Top of Excerpted records

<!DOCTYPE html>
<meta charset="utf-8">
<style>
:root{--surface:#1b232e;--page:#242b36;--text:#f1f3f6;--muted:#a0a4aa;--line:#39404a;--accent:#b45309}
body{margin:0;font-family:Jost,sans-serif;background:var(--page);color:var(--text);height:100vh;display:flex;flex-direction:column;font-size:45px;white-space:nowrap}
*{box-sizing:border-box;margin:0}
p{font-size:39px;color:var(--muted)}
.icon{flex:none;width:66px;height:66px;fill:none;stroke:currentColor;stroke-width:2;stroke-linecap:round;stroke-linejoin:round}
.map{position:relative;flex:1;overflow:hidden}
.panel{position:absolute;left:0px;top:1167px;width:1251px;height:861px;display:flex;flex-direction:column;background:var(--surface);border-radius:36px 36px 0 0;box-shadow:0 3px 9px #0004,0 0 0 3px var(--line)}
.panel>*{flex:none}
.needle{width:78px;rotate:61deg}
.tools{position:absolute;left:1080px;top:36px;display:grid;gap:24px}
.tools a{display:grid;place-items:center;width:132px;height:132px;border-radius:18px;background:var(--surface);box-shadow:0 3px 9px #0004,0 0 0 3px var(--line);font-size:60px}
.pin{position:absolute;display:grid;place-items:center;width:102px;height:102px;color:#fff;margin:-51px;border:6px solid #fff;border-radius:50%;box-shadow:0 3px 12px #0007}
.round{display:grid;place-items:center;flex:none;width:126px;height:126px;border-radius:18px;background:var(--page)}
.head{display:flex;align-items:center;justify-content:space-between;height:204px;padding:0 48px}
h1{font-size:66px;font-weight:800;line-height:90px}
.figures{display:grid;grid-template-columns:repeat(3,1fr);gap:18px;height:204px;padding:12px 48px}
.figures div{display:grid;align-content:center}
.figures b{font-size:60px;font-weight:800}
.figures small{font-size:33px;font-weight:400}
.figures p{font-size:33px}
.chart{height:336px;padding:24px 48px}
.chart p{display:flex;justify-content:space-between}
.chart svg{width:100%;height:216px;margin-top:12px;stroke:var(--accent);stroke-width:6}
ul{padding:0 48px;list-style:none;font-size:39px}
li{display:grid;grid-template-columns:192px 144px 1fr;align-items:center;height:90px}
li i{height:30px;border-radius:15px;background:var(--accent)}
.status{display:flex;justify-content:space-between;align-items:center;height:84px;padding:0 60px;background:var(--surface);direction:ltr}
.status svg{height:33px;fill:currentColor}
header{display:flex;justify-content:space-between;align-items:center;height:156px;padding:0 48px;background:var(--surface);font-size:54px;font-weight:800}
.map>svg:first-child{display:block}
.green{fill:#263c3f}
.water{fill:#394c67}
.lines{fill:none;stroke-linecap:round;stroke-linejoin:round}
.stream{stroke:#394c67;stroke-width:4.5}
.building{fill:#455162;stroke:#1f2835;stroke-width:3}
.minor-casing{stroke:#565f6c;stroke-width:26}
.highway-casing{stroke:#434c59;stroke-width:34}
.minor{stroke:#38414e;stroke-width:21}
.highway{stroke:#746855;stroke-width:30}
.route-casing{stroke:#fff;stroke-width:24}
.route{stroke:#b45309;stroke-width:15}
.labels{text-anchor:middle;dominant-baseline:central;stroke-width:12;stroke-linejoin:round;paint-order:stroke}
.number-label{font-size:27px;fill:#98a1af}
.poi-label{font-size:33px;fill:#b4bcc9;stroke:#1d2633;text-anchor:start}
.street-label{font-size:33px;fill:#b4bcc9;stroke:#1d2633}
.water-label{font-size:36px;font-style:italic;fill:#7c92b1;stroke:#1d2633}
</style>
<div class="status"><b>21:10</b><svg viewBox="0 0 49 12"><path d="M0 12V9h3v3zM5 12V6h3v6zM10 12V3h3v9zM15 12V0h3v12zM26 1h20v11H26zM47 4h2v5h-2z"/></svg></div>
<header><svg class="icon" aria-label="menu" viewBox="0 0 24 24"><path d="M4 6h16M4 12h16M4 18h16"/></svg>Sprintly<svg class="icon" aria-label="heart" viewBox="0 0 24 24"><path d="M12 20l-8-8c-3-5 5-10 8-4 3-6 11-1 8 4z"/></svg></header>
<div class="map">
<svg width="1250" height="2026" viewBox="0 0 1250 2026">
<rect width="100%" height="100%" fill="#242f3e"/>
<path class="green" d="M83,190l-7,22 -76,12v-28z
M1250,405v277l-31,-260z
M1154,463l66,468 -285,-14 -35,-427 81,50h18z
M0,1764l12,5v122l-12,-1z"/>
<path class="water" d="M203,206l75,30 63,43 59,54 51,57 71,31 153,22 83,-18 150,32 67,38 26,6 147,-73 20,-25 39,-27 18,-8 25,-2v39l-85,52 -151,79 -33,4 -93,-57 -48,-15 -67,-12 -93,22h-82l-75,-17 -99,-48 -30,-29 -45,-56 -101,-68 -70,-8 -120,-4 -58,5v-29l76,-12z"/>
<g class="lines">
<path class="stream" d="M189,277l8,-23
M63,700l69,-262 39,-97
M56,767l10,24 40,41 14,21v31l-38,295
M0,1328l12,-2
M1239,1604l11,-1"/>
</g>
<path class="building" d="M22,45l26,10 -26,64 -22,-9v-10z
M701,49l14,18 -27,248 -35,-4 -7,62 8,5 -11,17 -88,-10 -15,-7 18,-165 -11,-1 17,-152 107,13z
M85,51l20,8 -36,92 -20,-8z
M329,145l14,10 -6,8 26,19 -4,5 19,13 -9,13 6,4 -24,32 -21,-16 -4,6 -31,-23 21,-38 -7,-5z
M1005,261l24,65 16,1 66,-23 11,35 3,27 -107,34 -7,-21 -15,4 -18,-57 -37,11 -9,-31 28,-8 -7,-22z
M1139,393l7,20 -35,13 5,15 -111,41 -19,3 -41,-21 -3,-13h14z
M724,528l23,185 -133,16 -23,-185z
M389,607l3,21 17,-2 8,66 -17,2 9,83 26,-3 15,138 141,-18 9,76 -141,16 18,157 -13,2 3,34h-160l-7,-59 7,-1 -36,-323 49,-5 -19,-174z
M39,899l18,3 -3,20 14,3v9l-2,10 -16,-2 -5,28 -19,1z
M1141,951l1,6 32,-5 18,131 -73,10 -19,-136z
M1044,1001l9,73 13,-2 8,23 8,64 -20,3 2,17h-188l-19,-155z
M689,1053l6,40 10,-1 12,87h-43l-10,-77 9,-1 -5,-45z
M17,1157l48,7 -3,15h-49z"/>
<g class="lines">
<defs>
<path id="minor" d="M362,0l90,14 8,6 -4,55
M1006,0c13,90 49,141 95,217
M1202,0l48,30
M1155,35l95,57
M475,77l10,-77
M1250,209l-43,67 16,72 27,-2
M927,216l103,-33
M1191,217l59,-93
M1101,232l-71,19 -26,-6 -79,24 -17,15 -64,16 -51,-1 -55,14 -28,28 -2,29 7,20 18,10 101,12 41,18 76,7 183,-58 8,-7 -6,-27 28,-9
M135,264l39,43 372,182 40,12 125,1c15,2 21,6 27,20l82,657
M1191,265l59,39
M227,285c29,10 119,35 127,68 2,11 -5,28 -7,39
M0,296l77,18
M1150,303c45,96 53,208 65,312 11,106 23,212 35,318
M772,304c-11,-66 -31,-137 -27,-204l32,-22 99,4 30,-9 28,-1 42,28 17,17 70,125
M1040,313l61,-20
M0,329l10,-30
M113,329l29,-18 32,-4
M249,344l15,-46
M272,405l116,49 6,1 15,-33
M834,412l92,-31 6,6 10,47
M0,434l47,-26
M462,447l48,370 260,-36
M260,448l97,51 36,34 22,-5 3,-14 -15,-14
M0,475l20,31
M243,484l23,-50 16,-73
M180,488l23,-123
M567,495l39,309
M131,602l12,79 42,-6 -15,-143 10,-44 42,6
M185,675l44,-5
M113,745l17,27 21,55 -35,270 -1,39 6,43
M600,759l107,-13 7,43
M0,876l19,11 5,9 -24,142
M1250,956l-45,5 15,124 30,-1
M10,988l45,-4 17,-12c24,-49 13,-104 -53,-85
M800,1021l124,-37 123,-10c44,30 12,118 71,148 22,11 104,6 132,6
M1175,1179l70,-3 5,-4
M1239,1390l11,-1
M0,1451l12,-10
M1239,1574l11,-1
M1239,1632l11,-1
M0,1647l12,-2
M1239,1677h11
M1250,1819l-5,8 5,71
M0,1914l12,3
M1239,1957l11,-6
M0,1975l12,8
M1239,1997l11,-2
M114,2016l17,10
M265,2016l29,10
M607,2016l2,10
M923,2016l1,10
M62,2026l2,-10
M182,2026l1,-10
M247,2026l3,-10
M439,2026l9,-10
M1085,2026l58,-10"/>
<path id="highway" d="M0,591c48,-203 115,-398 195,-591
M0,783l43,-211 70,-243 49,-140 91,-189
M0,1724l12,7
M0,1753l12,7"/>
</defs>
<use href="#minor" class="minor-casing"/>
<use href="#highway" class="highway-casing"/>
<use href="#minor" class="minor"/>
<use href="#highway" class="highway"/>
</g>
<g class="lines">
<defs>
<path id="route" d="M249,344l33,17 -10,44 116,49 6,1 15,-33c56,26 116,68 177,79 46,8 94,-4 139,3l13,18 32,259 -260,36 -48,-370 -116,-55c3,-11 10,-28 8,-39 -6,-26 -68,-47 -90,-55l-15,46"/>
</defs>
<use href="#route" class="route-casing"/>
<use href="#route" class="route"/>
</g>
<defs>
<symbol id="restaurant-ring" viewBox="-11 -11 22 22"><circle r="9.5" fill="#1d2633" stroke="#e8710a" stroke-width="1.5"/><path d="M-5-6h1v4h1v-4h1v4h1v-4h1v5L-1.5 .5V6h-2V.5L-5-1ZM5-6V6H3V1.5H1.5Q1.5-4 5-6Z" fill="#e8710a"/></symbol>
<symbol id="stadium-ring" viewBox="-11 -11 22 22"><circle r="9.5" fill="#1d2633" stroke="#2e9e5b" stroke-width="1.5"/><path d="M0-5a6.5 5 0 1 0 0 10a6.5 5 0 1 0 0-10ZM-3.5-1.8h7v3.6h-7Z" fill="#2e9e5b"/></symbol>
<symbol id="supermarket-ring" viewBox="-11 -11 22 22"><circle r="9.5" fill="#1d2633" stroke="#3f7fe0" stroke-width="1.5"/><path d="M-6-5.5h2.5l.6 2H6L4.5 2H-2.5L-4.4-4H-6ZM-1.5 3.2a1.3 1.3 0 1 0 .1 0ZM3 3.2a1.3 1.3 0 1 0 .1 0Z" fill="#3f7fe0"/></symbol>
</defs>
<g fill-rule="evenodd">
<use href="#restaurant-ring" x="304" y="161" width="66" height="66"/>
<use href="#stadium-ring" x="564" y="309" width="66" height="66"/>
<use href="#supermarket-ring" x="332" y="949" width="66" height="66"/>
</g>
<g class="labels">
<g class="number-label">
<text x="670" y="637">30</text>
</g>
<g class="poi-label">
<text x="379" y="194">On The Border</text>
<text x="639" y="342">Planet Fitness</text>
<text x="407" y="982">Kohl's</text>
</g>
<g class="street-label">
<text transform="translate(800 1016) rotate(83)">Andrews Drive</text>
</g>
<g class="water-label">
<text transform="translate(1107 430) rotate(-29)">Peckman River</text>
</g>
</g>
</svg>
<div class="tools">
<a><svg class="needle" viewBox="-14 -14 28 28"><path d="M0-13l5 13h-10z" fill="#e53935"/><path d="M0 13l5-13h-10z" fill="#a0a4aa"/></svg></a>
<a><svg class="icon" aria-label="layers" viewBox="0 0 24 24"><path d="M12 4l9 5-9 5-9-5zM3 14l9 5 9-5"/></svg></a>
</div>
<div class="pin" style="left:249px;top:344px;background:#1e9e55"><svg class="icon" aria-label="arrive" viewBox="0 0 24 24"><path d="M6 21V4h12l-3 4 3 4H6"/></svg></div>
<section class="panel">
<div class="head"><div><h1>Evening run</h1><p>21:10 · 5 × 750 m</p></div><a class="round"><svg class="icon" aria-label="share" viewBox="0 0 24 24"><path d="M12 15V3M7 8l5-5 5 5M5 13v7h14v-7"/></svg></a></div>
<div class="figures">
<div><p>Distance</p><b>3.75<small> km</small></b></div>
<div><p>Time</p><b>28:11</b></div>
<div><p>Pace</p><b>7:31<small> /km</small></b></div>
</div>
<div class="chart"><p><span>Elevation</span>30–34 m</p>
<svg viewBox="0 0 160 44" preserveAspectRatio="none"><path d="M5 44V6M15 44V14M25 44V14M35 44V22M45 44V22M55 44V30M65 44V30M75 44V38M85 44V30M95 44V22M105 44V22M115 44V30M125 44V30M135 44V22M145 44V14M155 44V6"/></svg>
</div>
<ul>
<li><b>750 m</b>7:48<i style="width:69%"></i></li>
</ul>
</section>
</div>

Bottom of Excerpted records

- Task requirements
Using the listing above, gather each line that holds the string "casing" and copy it.

- The completed task
.minor-casing{stroke:#565f6c;stroke-width:26}
.highway-casing{stroke:#434c59;stroke-width:34}
.route-casing{stroke:#fff;stroke-width:24}
<use href="#minor" class="minor-casing"/>
<use href="#highway" class="highway-casing"/>
<use href="#route" class="route-casing"/>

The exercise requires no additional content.